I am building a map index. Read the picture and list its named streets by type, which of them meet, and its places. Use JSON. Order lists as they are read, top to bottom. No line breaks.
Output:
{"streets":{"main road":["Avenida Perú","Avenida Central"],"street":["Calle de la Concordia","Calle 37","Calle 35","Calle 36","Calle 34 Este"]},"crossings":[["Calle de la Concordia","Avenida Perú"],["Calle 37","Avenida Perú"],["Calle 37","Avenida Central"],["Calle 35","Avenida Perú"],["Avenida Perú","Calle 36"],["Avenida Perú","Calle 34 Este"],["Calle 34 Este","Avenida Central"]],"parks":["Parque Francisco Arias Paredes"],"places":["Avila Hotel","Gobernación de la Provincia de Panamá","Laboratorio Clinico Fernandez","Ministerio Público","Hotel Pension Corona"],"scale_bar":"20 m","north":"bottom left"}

□ □ □ □ □

What you should do: All of the data above is to be given again, word for word.

The answer:
I am building a map index. Read the picture and list its named streets by type, which of them meet, and its places. Use JSON. Order lists as they are read, top to bottom. No line breaks.
Output:
{"streets":{"main road":["Avenida Perú","Avenida Central"],"street":["Calle de la Concordia","Calle 37","Calle 35","Calle 36","Calle 34 Este"]},"crossings":[["Calle de la Concordia","Avenida Perú"],["Calle 37","Avenida Perú"],["Calle 37","Avenida Central"],["Calle 35","Avenida Perú"],["Avenida Perú","Calle 36"],["Avenida Perú","Calle 34 Este"],["Calle 34 Este","Avenida Central"]],"parks":["Parque Francisco Arias Paredes"],"places":["Avila Hotel","Gobernación de la Provincia de Panamá","Laboratorio Clinico Fernandez","Ministerio Público","Hotel Pension Corona"],"scale_bar":"20 m","north":"bottom left"}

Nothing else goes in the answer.